One of my biggest challenges has been adapting to our field schedule. During field season, we’re out of town for a large chunk of the month. Long field trips make everyone grumpy, and you need to be careful to not be sloppy with your data or protocols.

What do you like most about your career?

I like the variety of my career. I never have weeks of staring at a computer, I’m able to jump between multiple tasks when need be. I can take breaks from data entry to analyze water samples or go out in the field instead of doing lab work. It keeps me from getting too bored of any one type of work and gets me looking forward to the more satisfying jobs.

Was this your original career interest? Why or why not?

My original career interest was a marine environmental scientist focusing on artificial reefs with ecosystem in mind. I never had success with artificial reef companies, and I didn’t want to go back to school for a PhD at the time. I’m happy working with seagrasses as I can focus on ecosystem health and restoration in a more natural setting.

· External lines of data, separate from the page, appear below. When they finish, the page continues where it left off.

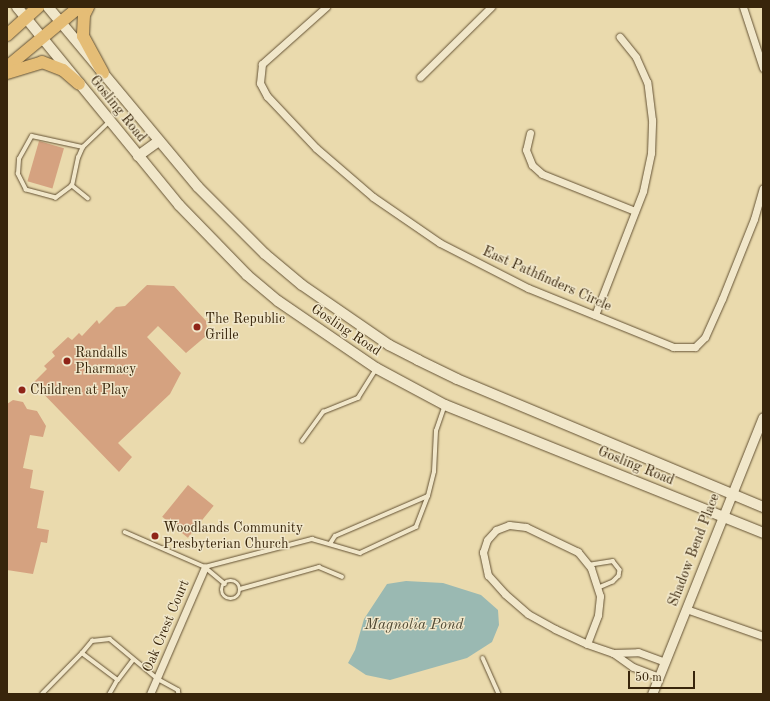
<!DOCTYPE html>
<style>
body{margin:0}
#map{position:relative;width:770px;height:701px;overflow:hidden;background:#eadaad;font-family:"Old Standard TT",serif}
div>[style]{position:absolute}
.water>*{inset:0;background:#9ab9b2}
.building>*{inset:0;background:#d5a280;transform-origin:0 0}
.roads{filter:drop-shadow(0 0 1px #645234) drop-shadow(0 0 1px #645234)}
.service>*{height:3.5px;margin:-1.75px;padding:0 1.75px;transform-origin:1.75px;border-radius:1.75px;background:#f1e7ca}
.service>.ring{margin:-1.75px;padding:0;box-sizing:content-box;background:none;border:3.5px solid #f1e7ca;border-radius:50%}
.minor>*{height:7px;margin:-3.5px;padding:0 3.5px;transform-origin:3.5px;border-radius:3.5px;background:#f1e7ca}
.tertiary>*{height:9px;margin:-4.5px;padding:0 4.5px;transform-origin:4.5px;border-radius:4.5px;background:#f1e7ca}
.secondary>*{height:10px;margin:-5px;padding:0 5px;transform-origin:5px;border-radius:5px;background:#f1e7ca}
.primary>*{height:12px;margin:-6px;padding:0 6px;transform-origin:6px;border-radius:6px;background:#e5bd76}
.dots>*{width:11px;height:11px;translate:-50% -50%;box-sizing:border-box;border:2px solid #f1e7ca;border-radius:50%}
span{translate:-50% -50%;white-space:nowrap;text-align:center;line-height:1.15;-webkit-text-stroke:3px #f1e7ca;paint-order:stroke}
.street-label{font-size:14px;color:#38250b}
.poi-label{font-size:14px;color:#38250b}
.left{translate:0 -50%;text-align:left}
.water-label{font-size:15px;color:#504a35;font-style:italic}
.frame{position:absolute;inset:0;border:8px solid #38250b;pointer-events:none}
.scale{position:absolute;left:628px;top:671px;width:67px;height:18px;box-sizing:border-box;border:2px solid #38250b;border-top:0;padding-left:5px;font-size:12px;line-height:14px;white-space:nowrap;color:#38250b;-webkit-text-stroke:3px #f1e7ca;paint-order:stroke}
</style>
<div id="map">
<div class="water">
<div style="clip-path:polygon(406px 581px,443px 583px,481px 595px,498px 610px,499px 625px,492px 642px,467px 658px,390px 680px,366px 675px,348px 663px,355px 650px,364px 619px,387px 584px)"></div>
</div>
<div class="building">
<div style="left:39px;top:141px;width:26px;height:42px;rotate:16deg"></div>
<div style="clip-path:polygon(147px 285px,174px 286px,207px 322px,206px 336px,186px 353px,158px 326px,147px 337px,181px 373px,170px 394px,118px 443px,132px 457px,119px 472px,33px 383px,47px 369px,44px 366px,55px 356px,52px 352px,68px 337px,72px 340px,79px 333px,82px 336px,97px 320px,99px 324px,116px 307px,125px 306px)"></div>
<div style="clip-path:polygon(13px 400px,23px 402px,27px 409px,37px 411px,46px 426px,43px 437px,30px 435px,23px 468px,33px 470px,30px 488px,44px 491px,37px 528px,49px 530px,47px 543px,41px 542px,33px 574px,7px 570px,7px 404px)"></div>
<div style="left:188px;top:485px;width:33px;height:41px;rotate:39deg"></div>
</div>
<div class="roads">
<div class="service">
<div style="left:72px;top:186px;width:20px;rotate:143deg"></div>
<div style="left:56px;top:198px;width:31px;rotate:-165deg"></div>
<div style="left:26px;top:190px;width:18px;rotate:-117deg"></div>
<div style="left:18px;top:174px;width:15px;rotate:-86deg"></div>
<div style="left:19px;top:159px;width:26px;rotate:-61deg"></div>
<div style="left:32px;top:136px;width:52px;rotate:12.2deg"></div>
<div style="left:88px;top:199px;width:21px;rotate:-141deg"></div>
<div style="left:72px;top:186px;width:29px;rotate:-78deg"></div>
<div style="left:78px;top:158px;width:12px;rotate:-66deg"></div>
<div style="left:83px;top:147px;width:36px;rotate:-44deg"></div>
<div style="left:302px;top:441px;width:36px;rotate:-54deg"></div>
<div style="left:323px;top:412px;width:38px;rotate:-22deg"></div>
<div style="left:358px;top:398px;width:34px;rotate:-58deg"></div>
<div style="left:125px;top:532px;width:87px;rotate:23.6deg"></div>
<div style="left:205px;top:567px;width:26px;rotate:40deg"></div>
<div style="left:330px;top:544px;width:9px;rotate:-58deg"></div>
<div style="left:335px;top:536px;width:101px;rotate:-23.3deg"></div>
<div style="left:588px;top:565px;width:25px;rotate:-9deg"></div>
<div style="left:613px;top:561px;width:11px;rotate:52deg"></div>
<div style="left:620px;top:570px;width:6px;rotate:99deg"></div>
<div style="left:619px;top:576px;width:8px;rotate:135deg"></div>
<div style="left:613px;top:582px;width:15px;rotate:157deg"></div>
<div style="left:205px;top:567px;width:111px;rotate:-14.7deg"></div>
<div style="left:312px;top:539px;width:50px;rotate:16.3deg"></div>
<div style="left:360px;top:553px;width:62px;rotate:-24.9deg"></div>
<div style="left:416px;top:527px;width:33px;rotate:-69deg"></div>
<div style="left:428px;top:496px;width:25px;rotate:-76deg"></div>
<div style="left:434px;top:472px;width:41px;rotate:-87.2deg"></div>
<div style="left:436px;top:431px;width:28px;rotate:-71deg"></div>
<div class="ring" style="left:222px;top:581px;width:14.5px;height:14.5px"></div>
<div style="left:240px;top:589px;width:82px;rotate:-15.6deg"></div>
<div style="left:319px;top:567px;width:25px;rotate:23deg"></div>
<div style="left:82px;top:653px;width:16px;rotate:-50deg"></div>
<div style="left:92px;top:641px;width:18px;rotate:-6deg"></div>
<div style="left:110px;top:639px;width:62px;rotate:39.8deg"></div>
<div style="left:158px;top:679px;width:23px;rotate:29deg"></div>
<div style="left:178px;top:690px;width:4px;rotate:76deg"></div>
<div style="left:483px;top:658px;width:39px;rotate:66deg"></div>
<div style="left:118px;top:680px;width:25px;rotate:-53deg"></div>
<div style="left:42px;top:694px;width:57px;rotate:-45.7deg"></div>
<div style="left:82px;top:653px;width:45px;rotate:36.9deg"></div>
<div style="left:118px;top:680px;width:16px;rotate:120deg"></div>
</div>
<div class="minor">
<div style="left:326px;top:7px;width:86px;rotate:138.3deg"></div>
<div style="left:262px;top:64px;width:19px;rotate:96deg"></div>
<div style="left:260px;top:83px;width:15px;rotate:62deg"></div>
<div style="left:267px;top:96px;width:71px;rotate:46.7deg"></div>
<div style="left:316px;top:148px;width:75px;rotate:40.7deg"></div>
<div style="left:373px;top:197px;width:81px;rotate:34.5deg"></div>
<div style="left:440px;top:243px;width:99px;rotate:27.1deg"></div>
<div style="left:528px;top:288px;width:157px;rotate:22.1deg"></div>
<div style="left:673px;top:347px;width:22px"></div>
<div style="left:695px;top:347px;width:14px;rotate:-45deg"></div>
<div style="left:705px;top:337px;width:42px;rotate:-65.9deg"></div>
<div style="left:722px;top:299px;width:86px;rotate:-68.2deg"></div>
<div style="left:754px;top:219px;width:32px;rotate:-74deg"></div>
<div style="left:743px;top:7px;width:64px;rotate:71.8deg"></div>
<div style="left:420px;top:77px;width:100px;rotate:-44.6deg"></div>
<div style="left:530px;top:133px;width:17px;rotate:103deg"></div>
<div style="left:526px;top:150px;width:16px;rotate:68deg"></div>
<div style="left:532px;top:165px;width:13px;rotate:42deg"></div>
<div style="left:542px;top:174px;width:100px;rotate:21.7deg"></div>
<div style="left:595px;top:315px;width:133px;rotate:-68.8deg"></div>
<div style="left:643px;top:191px;width:39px;rotate:-78deg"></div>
<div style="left:651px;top:153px;width:33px;rotate:-88deg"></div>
<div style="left:652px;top:120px;width:38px;rotate:-97deg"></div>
<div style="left:647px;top:82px;width:27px;rotate:-114deg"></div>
<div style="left:636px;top:57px;width:26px;rotate:-129deg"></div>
<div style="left:686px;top:609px;width:82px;rotate:19.3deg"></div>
<div style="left:587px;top:644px;width:31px;rotate:-69deg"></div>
<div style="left:598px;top:615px;width:19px;rotate:-84deg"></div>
<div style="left:600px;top:596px;width:29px;rotate:-108deg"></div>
<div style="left:591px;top:568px;width:21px;rotate:-129deg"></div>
<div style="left:578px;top:552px;width:58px;rotate:-154.3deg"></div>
<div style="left:526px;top:527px;width:17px;rotate:-173deg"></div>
<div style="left:509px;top:525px;width:14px;rotate:159deg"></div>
<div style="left:496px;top:530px;width:13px;rotate:132deg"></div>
<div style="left:487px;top:540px;width:13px;rotate:108deg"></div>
<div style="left:483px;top:552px;width:24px;rotate:78deg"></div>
<div style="left:488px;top:575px;width:25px;rotate:48deg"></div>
<div style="left:505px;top:594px;width:30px;rotate:41deg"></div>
<div style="left:528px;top:614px;width:31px;rotate:29deg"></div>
<div style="left:555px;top:629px;width:35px;rotate:25deg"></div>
<div style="left:587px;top:644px;width:28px;rotate:19deg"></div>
<div style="left:613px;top:653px;width:24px;rotate:35deg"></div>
<div style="left:633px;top:667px;width:28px;rotate:21deg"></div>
<div style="left:613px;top:653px;width:25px;rotate:-2deg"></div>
<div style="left:638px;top:652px;width:29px;rotate:20deg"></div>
<div style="left:150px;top:694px;width:138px;rotate:-66.6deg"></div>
</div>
<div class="tertiary">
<div style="left:652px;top:694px;width:298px;rotate:-68.2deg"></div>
</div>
<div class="secondary">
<div style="left:17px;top:7px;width:256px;rotate:50.7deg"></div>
<div style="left:179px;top:205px;width:98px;rotate:45.8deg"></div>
<div style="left:247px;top:275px;width:40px;rotate:40deg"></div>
<div style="left:278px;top:301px;width:119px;rotate:34.4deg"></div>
<div style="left:376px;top:368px;width:78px;rotate:28.2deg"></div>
<div style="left:445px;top:405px;width:343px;rotate:21.9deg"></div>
<div style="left:48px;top:7px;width:234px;rotate:50.2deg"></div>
<div style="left:198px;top:187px;width:95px;rotate:45deg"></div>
<div style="left:265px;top:254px;width:48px;rotate:40deg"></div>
<div style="left:302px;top:285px;width:106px;rotate:34.6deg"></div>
<div style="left:389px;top:345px;width:33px;rotate:27deg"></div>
<div style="left:418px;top:360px;width:43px;rotate:26deg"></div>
<div style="left:457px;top:379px;width:332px;rotate:22.7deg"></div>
<div style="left:138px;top:156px;width:26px;rotate:-36deg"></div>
</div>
<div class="primary">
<div style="left:88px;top:7px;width:9px;rotate:117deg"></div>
<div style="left:84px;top:15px;width:21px;rotate:93deg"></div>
<div style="left:83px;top:36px;width:42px;rotate:61.6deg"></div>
<div style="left:7px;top:35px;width:42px;rotate:-42.1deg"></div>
<div style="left:7px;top:67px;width:94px;rotate:-39.8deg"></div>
<div style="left:7px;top:73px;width:37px;rotate:-17deg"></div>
<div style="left:42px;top:62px;width:22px;rotate:21deg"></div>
<div style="left:63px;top:70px;width:21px;rotate:41deg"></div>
</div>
</div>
<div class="dots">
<div style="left:197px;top:327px;background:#8f2418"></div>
<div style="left:67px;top:361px;background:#8f2418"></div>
<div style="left:22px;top:390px;background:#8f2418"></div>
<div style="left:155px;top:536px;background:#8f2418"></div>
</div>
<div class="street-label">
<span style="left:118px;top:109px;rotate:51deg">Gosling Road</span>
<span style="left:547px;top:279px;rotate:24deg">East Pathfinders Circle</span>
<span style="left:346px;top:330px;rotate:34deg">Gosling Road</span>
<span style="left:636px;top:466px;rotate:22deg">Gosling Road</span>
<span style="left:694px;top:550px;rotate:-69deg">Shadow Bend Place</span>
<span style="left:166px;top:626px;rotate:-67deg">Oak Crest Court</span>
</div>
<div class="poi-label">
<span class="left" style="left:205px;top:327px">The Republic<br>Grille</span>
<span class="left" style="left:75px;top:361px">Randalls<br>Pharmacy</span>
<span class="left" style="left:30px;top:390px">Children at Play</span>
<span class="left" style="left:163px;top:536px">Woodlands Community<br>Presbyterian Church</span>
</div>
<div class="water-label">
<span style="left:414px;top:626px">Magnolia Pond</span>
</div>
<div class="frame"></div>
<div class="scale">50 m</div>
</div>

What would you be doing if you weren’t involved in science?

I would be a dive instructor in South Florida or the Bahamas. I really enjoy diving, so sharing that experience with newcomers would be a fun profession. I was a divemaster back in Fort Lauderdale, so being an instructor would be the next step.

What’s been one of your best memories during your career at FWRI?

One of my best memories is finally finishing the National Coastal Condition Assessment in 2021. The NCCA was supposed to be completed in 2020 but was extended for obvious reasons. The project was intense, incredibly detail oriented, required travel statewide, and required shipping hundreds of coolers. The feeling of completing the project after two long years was incredible.

What do you enjoy doing in your free time?

I enjoy playing video games, doing crafts, and spending time with my family. I’m the cool aunt, so I love spoiling my niece and teaching her how great the ocean is.

What book or show are you currently enjoying?

I’m currently reading The Expanse, book 9: Leviathan Falls.